Collected data
==============================

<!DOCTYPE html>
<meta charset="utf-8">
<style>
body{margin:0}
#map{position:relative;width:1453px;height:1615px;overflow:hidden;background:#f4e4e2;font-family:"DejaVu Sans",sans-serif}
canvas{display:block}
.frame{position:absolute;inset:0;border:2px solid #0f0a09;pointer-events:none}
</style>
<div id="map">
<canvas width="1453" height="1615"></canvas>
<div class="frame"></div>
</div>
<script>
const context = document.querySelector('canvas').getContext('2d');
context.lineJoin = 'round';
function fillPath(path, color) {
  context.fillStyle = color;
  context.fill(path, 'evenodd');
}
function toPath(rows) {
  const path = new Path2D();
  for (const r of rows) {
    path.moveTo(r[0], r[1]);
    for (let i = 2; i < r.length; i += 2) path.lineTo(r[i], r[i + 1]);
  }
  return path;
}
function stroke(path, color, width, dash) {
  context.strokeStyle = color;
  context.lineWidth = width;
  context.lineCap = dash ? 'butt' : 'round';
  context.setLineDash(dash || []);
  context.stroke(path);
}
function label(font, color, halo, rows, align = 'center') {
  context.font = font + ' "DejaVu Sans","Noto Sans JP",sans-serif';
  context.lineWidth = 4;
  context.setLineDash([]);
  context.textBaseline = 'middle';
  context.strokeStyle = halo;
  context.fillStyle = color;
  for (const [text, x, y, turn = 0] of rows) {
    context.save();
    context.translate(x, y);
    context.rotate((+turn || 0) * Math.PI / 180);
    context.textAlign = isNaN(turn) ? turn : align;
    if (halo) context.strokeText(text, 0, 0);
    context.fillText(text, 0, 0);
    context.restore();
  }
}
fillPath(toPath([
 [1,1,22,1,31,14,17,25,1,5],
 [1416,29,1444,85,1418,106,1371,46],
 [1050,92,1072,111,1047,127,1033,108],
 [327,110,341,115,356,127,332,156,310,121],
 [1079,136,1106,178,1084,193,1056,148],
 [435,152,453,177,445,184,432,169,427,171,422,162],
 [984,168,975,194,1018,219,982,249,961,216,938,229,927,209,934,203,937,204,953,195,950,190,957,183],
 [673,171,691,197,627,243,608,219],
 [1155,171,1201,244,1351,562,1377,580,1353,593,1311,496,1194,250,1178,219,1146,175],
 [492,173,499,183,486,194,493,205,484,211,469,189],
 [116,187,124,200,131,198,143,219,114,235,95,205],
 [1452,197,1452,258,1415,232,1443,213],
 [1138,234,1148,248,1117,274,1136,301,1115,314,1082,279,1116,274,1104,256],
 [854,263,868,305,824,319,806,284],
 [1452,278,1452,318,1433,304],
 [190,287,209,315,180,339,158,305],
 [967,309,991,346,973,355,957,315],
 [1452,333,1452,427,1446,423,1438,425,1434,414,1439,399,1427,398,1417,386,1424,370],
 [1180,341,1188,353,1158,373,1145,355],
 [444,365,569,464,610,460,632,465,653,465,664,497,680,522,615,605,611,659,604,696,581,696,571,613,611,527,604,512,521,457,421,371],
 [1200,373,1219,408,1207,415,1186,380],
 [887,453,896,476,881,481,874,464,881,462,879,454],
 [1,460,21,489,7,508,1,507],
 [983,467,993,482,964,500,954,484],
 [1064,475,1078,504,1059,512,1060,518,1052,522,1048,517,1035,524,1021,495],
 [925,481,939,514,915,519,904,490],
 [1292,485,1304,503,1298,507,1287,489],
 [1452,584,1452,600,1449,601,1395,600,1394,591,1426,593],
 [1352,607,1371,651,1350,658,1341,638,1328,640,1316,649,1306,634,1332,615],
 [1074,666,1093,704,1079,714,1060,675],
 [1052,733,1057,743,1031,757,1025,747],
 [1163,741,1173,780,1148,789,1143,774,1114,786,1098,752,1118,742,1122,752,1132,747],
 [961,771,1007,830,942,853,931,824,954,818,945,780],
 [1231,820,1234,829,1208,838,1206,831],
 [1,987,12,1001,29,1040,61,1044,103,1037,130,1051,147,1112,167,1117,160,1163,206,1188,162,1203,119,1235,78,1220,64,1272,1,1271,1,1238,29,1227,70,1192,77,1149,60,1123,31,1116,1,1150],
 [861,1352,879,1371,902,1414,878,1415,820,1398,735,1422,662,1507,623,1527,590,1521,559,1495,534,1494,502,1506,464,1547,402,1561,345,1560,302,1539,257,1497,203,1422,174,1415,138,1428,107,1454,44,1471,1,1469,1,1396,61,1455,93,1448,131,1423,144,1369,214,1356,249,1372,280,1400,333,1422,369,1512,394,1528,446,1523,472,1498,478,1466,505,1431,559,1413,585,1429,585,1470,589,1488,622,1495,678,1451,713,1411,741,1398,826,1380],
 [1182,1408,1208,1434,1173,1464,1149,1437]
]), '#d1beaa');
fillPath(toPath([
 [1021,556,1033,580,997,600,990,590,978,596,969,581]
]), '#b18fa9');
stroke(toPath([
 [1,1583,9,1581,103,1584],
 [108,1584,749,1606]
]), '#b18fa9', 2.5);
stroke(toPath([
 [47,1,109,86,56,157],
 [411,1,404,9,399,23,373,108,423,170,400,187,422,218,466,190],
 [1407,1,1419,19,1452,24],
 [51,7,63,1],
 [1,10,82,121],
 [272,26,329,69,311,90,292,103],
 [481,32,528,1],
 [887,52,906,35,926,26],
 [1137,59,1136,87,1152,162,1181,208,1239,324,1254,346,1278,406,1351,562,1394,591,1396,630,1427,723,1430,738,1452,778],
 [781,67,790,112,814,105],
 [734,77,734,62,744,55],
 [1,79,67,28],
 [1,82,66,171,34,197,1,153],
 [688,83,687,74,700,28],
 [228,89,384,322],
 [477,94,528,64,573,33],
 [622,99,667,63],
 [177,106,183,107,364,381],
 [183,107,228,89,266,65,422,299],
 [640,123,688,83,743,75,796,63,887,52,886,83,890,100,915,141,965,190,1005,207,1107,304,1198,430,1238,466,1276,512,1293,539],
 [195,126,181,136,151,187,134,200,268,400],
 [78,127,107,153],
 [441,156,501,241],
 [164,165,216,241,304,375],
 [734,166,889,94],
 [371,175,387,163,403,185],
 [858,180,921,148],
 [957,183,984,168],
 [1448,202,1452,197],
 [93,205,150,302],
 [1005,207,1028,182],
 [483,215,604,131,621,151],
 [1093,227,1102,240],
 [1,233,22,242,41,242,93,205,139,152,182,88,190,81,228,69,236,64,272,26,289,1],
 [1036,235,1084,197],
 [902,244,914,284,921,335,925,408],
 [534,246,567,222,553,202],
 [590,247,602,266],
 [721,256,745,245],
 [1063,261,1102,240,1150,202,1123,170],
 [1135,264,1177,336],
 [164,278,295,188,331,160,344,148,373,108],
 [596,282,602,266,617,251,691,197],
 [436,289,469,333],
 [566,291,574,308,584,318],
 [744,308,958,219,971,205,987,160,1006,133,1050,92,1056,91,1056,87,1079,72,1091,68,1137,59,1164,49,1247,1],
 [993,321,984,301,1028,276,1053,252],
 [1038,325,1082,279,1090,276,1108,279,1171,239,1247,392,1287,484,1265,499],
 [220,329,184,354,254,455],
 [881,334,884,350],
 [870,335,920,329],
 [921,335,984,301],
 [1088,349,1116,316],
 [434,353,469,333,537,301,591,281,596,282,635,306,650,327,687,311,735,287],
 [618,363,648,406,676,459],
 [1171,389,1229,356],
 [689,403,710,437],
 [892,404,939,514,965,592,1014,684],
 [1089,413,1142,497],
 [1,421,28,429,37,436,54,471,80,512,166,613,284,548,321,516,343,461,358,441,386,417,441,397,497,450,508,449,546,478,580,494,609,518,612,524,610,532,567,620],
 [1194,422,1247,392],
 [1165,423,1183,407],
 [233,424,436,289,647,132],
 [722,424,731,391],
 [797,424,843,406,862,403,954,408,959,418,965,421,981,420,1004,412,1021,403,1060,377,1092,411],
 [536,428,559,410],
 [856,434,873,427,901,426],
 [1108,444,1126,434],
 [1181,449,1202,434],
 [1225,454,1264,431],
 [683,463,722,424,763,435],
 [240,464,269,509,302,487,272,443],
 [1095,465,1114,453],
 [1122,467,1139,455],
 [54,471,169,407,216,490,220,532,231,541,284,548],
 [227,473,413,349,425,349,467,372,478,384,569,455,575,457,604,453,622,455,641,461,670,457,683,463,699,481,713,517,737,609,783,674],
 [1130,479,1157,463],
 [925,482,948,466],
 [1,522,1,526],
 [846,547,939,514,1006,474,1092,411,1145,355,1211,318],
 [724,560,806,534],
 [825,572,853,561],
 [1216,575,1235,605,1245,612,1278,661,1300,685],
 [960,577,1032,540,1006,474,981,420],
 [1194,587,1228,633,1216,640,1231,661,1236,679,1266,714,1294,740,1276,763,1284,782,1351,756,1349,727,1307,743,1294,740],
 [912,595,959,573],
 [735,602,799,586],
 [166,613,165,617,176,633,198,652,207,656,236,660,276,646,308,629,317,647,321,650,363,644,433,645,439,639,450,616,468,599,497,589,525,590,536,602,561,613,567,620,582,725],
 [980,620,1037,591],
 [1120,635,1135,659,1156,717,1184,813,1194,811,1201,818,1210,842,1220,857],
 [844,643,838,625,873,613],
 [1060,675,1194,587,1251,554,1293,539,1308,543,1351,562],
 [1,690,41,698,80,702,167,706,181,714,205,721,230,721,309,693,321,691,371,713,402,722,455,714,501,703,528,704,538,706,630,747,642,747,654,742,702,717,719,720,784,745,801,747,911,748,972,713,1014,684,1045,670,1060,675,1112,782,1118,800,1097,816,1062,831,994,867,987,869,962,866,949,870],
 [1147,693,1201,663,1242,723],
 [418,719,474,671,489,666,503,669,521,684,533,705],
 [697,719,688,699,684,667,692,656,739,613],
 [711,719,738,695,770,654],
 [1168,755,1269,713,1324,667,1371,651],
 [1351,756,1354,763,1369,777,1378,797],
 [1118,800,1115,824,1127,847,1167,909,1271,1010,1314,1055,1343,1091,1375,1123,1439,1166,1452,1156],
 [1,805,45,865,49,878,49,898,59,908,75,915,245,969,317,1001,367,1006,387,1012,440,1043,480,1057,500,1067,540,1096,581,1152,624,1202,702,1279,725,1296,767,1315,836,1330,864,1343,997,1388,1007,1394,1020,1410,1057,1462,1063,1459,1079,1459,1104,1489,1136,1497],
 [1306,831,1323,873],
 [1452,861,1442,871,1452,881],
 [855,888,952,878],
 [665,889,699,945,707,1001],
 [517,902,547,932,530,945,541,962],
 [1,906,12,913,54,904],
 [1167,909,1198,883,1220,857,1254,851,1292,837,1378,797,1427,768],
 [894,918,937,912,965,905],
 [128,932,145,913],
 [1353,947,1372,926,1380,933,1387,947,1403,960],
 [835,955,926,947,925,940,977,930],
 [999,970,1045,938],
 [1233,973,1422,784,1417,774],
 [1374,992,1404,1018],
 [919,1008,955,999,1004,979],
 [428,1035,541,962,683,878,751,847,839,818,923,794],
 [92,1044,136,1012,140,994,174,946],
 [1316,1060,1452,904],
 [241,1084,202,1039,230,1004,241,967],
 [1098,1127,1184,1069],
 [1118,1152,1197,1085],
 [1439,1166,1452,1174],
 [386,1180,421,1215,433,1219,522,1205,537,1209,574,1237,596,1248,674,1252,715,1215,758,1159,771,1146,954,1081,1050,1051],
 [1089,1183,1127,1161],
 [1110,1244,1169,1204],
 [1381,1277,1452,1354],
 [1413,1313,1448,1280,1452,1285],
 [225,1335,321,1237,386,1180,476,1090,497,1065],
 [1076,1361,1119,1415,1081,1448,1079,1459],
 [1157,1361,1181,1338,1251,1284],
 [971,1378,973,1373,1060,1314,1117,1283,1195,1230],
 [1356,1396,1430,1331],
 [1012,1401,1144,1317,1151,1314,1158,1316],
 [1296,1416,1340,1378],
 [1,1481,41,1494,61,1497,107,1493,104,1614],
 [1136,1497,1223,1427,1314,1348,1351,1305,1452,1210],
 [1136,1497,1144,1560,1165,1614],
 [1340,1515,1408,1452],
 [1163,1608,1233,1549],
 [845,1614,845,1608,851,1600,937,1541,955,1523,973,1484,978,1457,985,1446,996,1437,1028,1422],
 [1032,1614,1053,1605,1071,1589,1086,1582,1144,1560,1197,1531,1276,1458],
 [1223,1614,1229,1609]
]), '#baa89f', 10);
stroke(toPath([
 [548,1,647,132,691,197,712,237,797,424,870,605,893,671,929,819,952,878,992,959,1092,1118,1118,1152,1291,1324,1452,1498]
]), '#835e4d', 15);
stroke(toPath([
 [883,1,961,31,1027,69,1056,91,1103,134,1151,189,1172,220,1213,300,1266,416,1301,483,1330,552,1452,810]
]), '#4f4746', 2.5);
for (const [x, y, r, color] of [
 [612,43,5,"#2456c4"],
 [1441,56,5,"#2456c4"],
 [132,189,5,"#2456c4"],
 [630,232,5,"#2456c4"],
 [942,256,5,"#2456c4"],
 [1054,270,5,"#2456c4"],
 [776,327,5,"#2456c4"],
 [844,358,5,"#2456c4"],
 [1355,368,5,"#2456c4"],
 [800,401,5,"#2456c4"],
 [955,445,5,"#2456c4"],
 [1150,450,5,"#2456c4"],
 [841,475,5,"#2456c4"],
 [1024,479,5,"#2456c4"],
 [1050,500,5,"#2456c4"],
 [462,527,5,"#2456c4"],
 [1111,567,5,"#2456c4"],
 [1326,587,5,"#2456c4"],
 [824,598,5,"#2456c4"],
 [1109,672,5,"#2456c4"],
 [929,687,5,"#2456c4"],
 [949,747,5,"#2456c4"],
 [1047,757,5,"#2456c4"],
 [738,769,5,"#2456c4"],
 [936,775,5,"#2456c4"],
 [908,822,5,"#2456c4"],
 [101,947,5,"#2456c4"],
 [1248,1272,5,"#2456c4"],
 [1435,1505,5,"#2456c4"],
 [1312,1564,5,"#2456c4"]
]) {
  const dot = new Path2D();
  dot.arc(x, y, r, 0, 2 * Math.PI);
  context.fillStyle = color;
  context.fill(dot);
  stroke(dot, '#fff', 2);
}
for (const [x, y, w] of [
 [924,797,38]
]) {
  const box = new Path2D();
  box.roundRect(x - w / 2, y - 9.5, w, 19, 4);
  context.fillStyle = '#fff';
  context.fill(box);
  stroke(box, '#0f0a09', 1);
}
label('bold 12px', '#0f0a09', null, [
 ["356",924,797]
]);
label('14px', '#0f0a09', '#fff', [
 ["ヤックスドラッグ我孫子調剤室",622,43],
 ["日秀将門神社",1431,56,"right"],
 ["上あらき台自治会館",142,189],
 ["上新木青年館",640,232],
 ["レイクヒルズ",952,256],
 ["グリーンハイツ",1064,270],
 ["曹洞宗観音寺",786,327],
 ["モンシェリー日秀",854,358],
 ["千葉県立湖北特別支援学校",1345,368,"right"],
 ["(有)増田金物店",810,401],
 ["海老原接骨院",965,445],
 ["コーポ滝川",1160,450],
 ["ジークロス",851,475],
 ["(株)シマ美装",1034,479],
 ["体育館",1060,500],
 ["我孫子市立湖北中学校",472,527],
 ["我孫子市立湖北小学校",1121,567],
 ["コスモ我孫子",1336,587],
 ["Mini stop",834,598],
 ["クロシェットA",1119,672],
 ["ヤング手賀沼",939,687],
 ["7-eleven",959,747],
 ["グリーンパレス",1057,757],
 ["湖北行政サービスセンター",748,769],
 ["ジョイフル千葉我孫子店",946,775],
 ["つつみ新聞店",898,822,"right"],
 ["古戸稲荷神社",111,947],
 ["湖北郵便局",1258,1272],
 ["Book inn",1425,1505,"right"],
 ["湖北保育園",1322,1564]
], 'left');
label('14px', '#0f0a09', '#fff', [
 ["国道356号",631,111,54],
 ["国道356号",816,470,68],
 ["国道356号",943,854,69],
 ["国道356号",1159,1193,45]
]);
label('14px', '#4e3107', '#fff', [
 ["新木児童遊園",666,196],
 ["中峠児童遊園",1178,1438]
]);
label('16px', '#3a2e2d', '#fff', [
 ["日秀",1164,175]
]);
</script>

==============================

= What to produce =
Would you please reproduce the records above exactly, only from their first line through the line holding "context.fillText(text, 0, 0);", with both ends included?

= Written answer =
<!DOCTYPE html>
<meta charset="utf-8">
<style>
body{margin:0}
#map{position:relative;width:1453px;height:1615px;overflow:hidden;background:#f4e4e2;font-family:"DejaVu Sans",sans-serif}
canvas{display:block}
.frame{position:absolute;inset:0;border:2px solid #0f0a09;pointer-events:none}
</style>
<div id="map">
<canvas width="1453" height="1615"></canvas>
<div class="frame"></div>
</div>
<script>
const context = document.querySelector('canvas').getContext('2d');
context.lineJoin = 'round';
function fillPath(path, color) {
  context.fillStyle = color;
  context.fill(path, 'evenodd');
}
function toPath(rows) {
  const path = new Path2D();
  for (const r of rows) {
    path.moveTo(r[0], r[1]);
    for (let i = 2; i < r.length; i += 2) path.lineTo(r[i], r[i + 1]);
  }
  return path;
}
function stroke(path, color, width, dash) {
  context.strokeStyle = color;
  context.lineWidth = width;
  context.lineCap = dash ? 'butt' : 'round';
  context.setLineDash(dash || []);
  context.stroke(path);
}
function label(font, color, halo, rows, align = 'center') {
  context.font = font + ' "DejaVu Sans","Noto Sans JP",sans-serif';
  context.lineWidth = 4;
  context.setLineDash([]);
  context.textBaseline = 'middle';
  context.strokeStyle = halo;
  context.fillStyle = color;
  for (const [text, x, y, turn = 0] of rows) {
    context.save();
    context.translate(x, y);
    context.rotate((+turn || 0) * Math.PI / 180);
    context.textAlign = isNaN(turn) ? turn : align;
    if (halo) context.strokeText(text, 0, 0);
    context.fillText(text, 0, 0);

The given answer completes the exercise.